▶ _TASK STATEMENT_: Return the records below exactly; pictures stay out.

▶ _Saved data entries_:

★ ★ ★

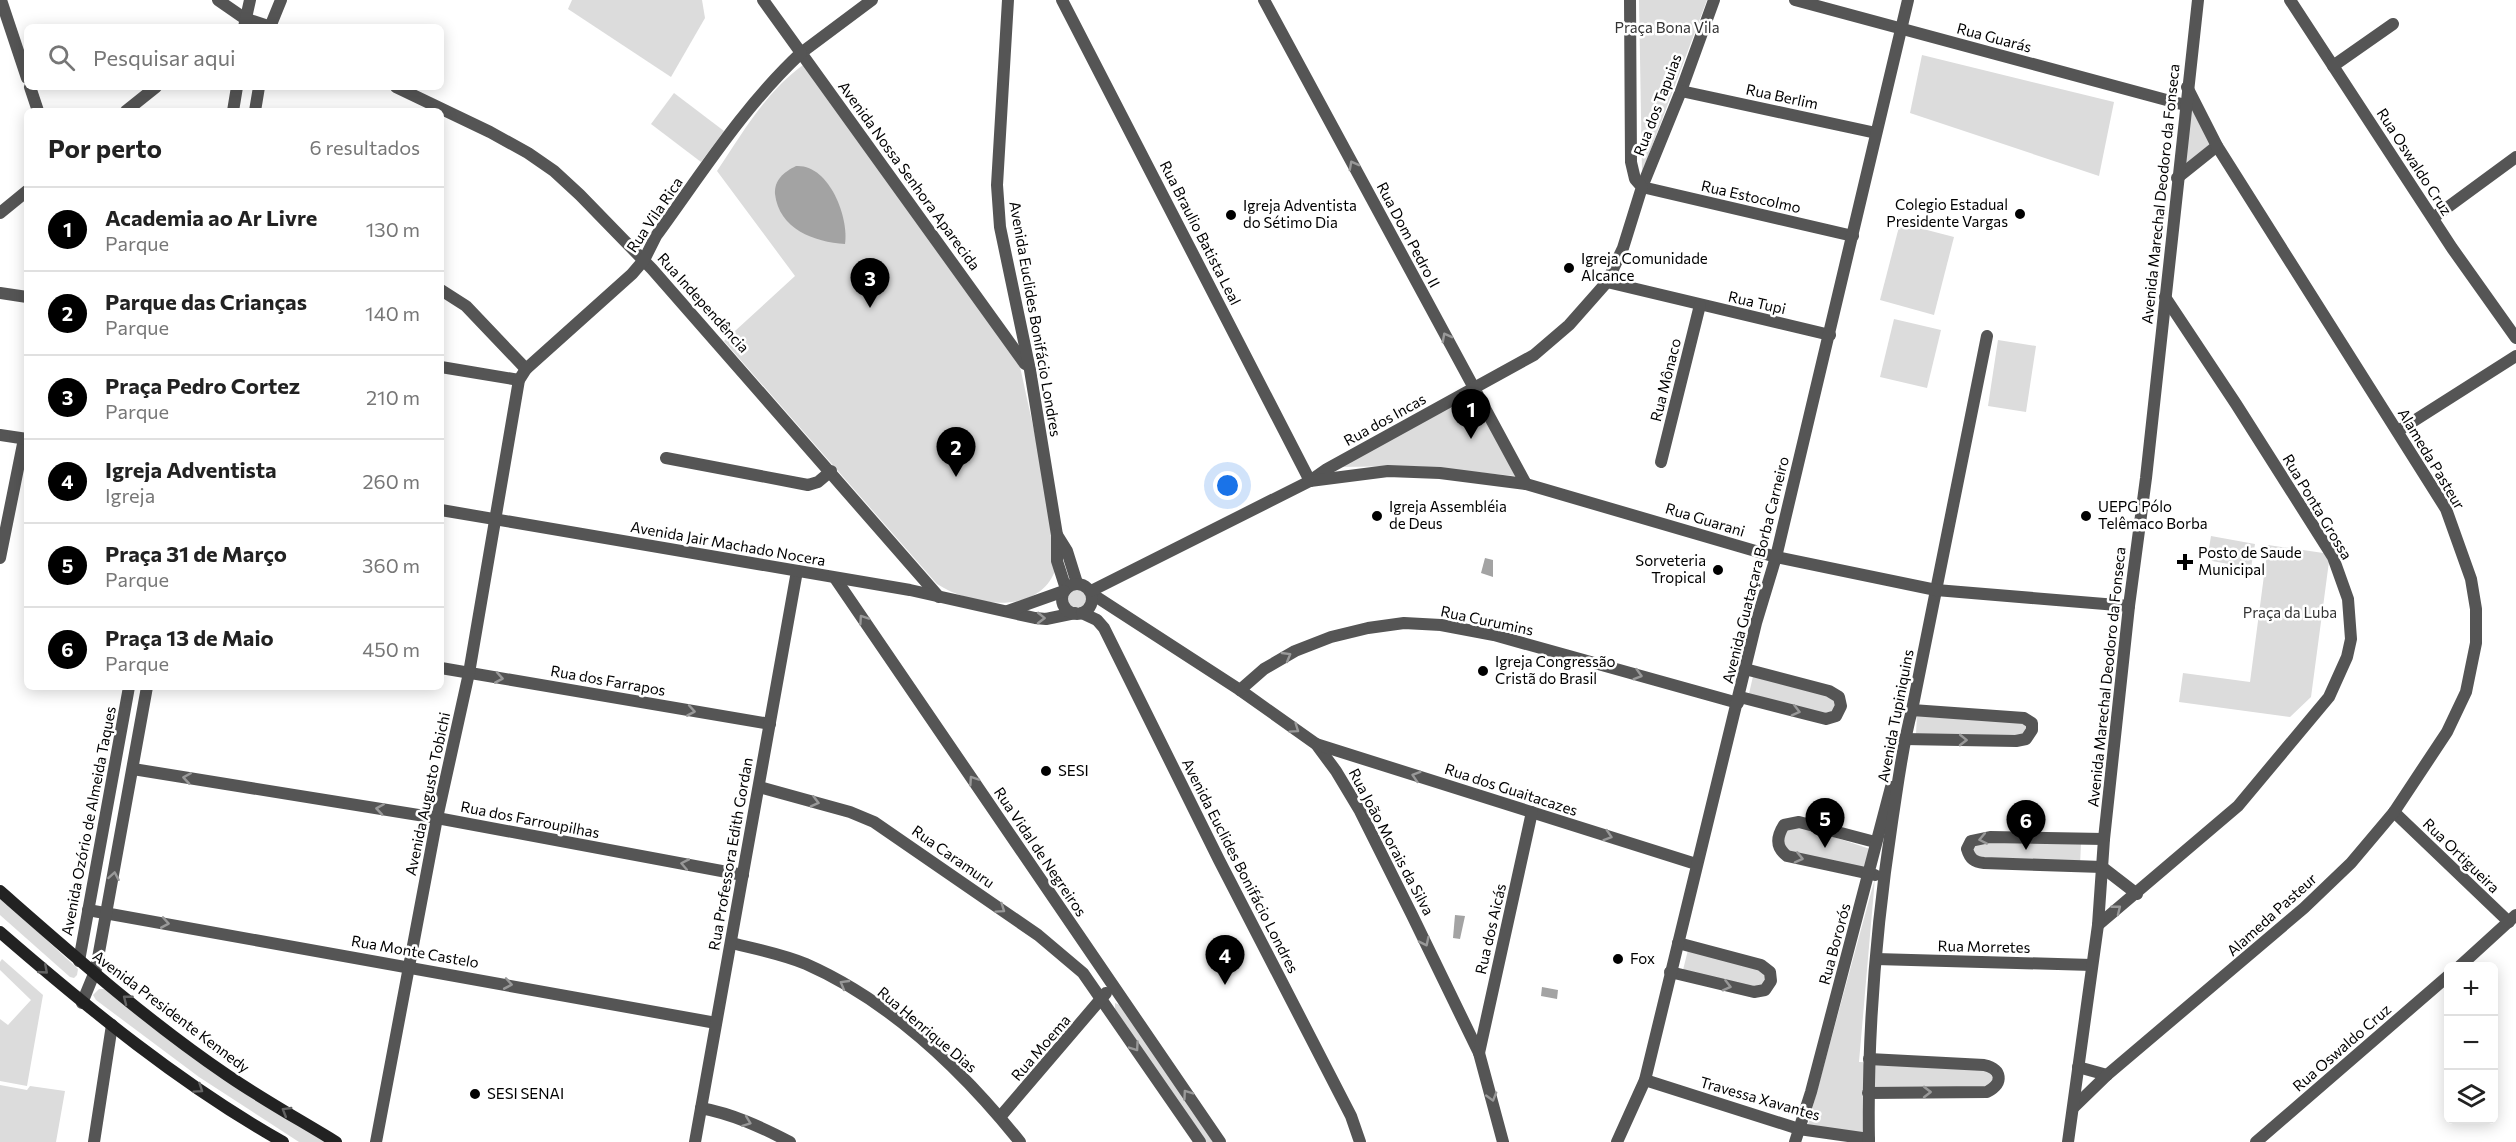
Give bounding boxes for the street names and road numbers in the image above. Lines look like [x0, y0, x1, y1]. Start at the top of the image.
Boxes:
street label: Rua Guarás [1955, 18, 2034, 56]
street label: Rua dos Tapuias [1629, 51, 1685, 158]
street label: Avenida Marechal Deodoro da Fonseca [2137, 63, 2183, 325]
street label: Avenida Nossa Senhora Aparecida [835, 77, 984, 273]
street label: Rua Berlim [1744, 80, 1820, 112]
street label: Rua Oswaldo Cruz [2373, 105, 2456, 218]
street label: Rua Braulio Batista Leal [1157, 157, 1245, 308]
street label: Rua Vila Rica [622, 173, 686, 256]
street label: Rua Estocolmo [1700, 176, 1803, 216]
street label: Rua Dom Pedro II [1374, 179, 1444, 290]
street label: Avenida Euclides Bonifácio Londres [1006, 200, 1066, 438]
street label: Rua Independência [654, 249, 753, 356]
street label: Rua Tupi [1727, 287, 1788, 317]
street label: Rua Mônaco [1646, 336, 1684, 423]
street label: Rua dos Incas [1340, 389, 1429, 449]
street label: Alameda Pasteur [2395, 405, 2469, 512]
street label: Rua Ponta Grossa [2279, 451, 2356, 562]
street label: Avenida Guataçara Borba Carneiro [1718, 454, 1792, 685]
street label: Rua Guarani [1663, 498, 1747, 540]
street label: Avenida Jair Machado Nocera [629, 517, 827, 569]
street label: Avenida Marechal Deodoro da Fonseca [2083, 546, 2129, 808]
street label: Rua Curumins [1439, 601, 1535, 639]
street label: Avenida Tupiniquins [1873, 648, 1917, 784]
street label: Rua dos Farrapos [549, 661, 667, 699]
street label: Avenida Ozório de Almeida Taques [57, 704, 119, 937]
street label: Avenida Augusto Tobichi [401, 710, 453, 877]
street label: Avenida Euclides Bonifácio Londres [1179, 755, 1303, 976]
street label: Rua Professora Edith Gordan [704, 756, 756, 952]
street label: Rua dos Guaitacazes [1443, 759, 1580, 819]
street label: Rua João Morais da Silva [1345, 765, 1438, 918]
street label: Rua Vidal de Negreiros [991, 783, 1091, 920]
street label: Rua dos Farroupilhas [459, 797, 601, 841]
street label: Rua Ortigueira [2420, 814, 2504, 896]
street label: Rua Caramuru [909, 821, 998, 891]
street label: Alameda Pasteur [2223, 869, 2320, 959]
street label: Rua dos Aicás [1471, 882, 1509, 976]
street label: Rua Bororós [1814, 901, 1854, 987]
street label: Rua Monte Castelo [350, 931, 480, 971]
street label: Rua Morretes [1938, 936, 2031, 956]
street label: Avenida Presidente Kennedy [90, 946, 254, 1076]
street label: Rua Henrique Dias [874, 982, 981, 1076]
street label: Rua Oswaldo Cruz [2289, 1000, 2394, 1095]
street label: Rua Moema [1007, 1011, 1074, 1084]
street label: Travessa Xavantes [1698, 1072, 1823, 1124]

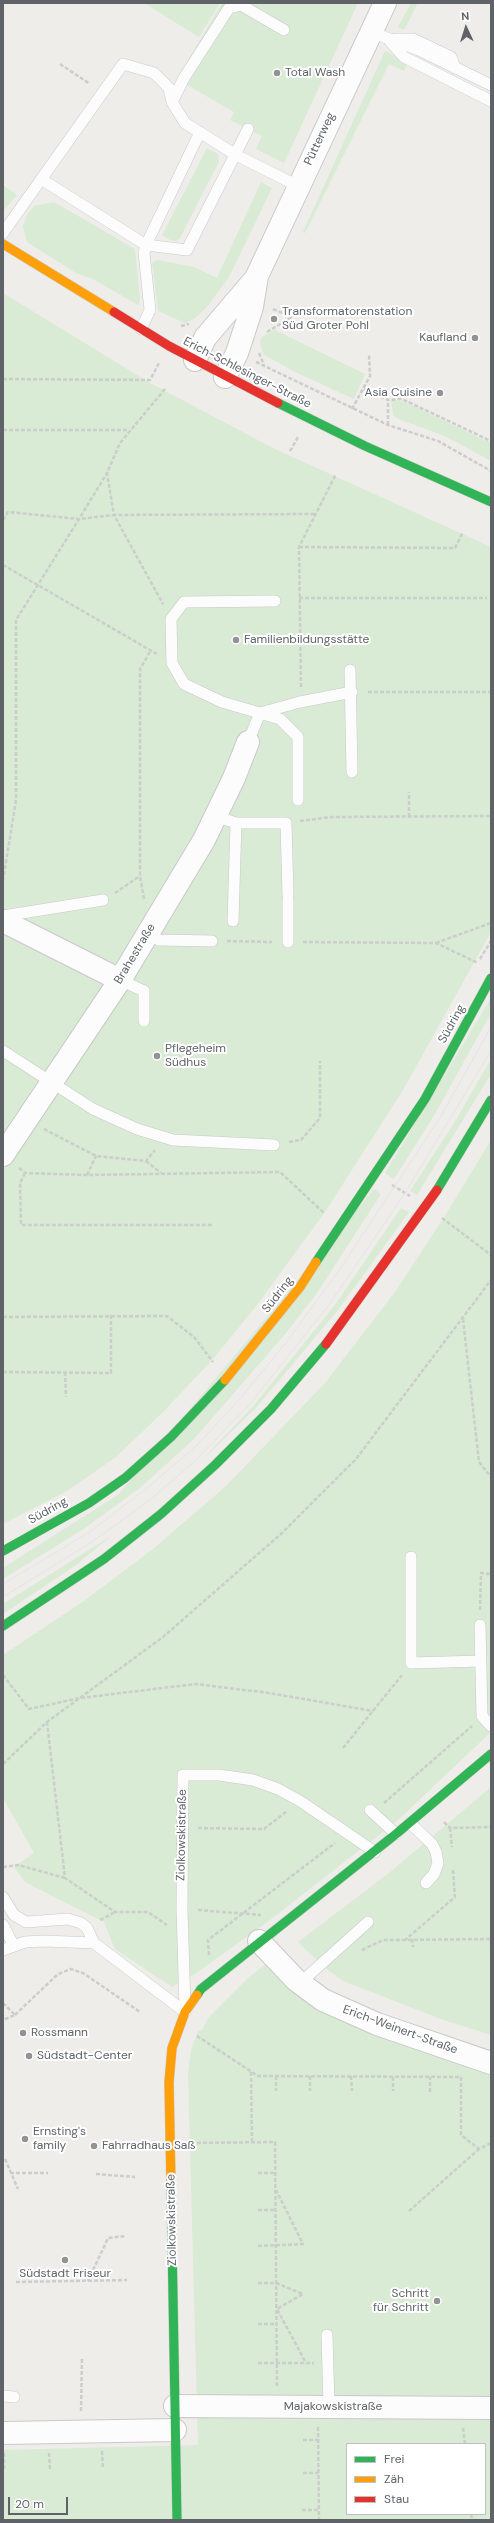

★ ★ ★

▶ _SOLUTION TO THE EXERCISE_:
Give bounding boxes for the street names and road numbers in the image above. Lines look like [x0, y0, x1, y1]. Start at the top of the image.
Boxes:
street label: Rua Guarás [1955, 18, 2034, 56]
street label: Rua dos Tapuias [1629, 51, 1685, 158]
street label: Avenida Marechal Deodoro da Fonseca [2137, 63, 2183, 325]
street label: Avenida Nossa Senhora Aparecida [835, 77, 984, 273]
street label: Rua Berlim [1744, 80, 1820, 112]
street label: Rua Oswaldo Cruz [2373, 105, 2456, 218]
street label: Rua Braulio Batista Leal [1157, 157, 1245, 308]
street label: Rua Vila Rica [622, 173, 686, 256]
street label: Rua Estocolmo [1700, 176, 1803, 216]
street label: Rua Dom Pedro II [1374, 179, 1444, 290]
street label: Avenida Euclides Bonifácio Londres [1006, 200, 1066, 438]
street label: Rua Independência [654, 249, 753, 356]
street label: Rua Tupi [1727, 287, 1788, 317]
street label: Rua Mônaco [1646, 336, 1684, 423]
street label: Rua dos Incas [1340, 389, 1429, 449]
street label: Alameda Pasteur [2395, 405, 2469, 512]
street label: Rua Ponta Grossa [2279, 451, 2356, 562]
street label: Avenida Guataçara Borba Carneiro [1718, 454, 1792, 685]
street label: Rua Guarani [1663, 498, 1747, 540]
street label: Avenida Jair Machado Nocera [629, 517, 827, 569]
street label: Avenida Marechal Deodoro da Fonseca [2083, 546, 2129, 808]
street label: Rua Curumins [1439, 601, 1535, 639]
street label: Avenida Tupiniquins [1873, 648, 1917, 784]
street label: Rua dos Farrapos [549, 661, 667, 699]
street label: Avenida Ozório de Almeida Taques [57, 704, 119, 937]
street label: Avenida Augusto Tobichi [401, 710, 453, 877]
street label: Avenida Euclides Bonifácio Londres [1179, 755, 1303, 976]
street label: Rua Professora Edith Gordan [704, 756, 756, 952]
street label: Rua dos Guaitacazes [1443, 759, 1580, 819]
street label: Rua João Morais da Silva [1345, 765, 1438, 918]
street label: Rua Vidal de Negreiros [991, 783, 1091, 920]
street label: Rua dos Farroupilhas [459, 797, 601, 841]
street label: Rua Ortigueira [2420, 814, 2504, 896]
street label: Rua Caramuru [909, 821, 998, 891]
street label: Alameda Pasteur [2223, 869, 2320, 959]
street label: Rua dos Aicás [1471, 882, 1509, 976]
street label: Rua Bororós [1814, 901, 1854, 987]
street label: Rua Monte Castelo [350, 931, 480, 971]
street label: Rua Morretes [1938, 936, 2031, 956]
street label: Avenida Presidente Kennedy [90, 946, 254, 1076]
street label: Rua Henrique Dias [874, 982, 981, 1076]
street label: Rua Oswaldo Cruz [2289, 1000, 2394, 1095]
street label: Rua Moema [1007, 1011, 1074, 1084]
street label: Travessa Xavantes [1698, 1072, 1823, 1124]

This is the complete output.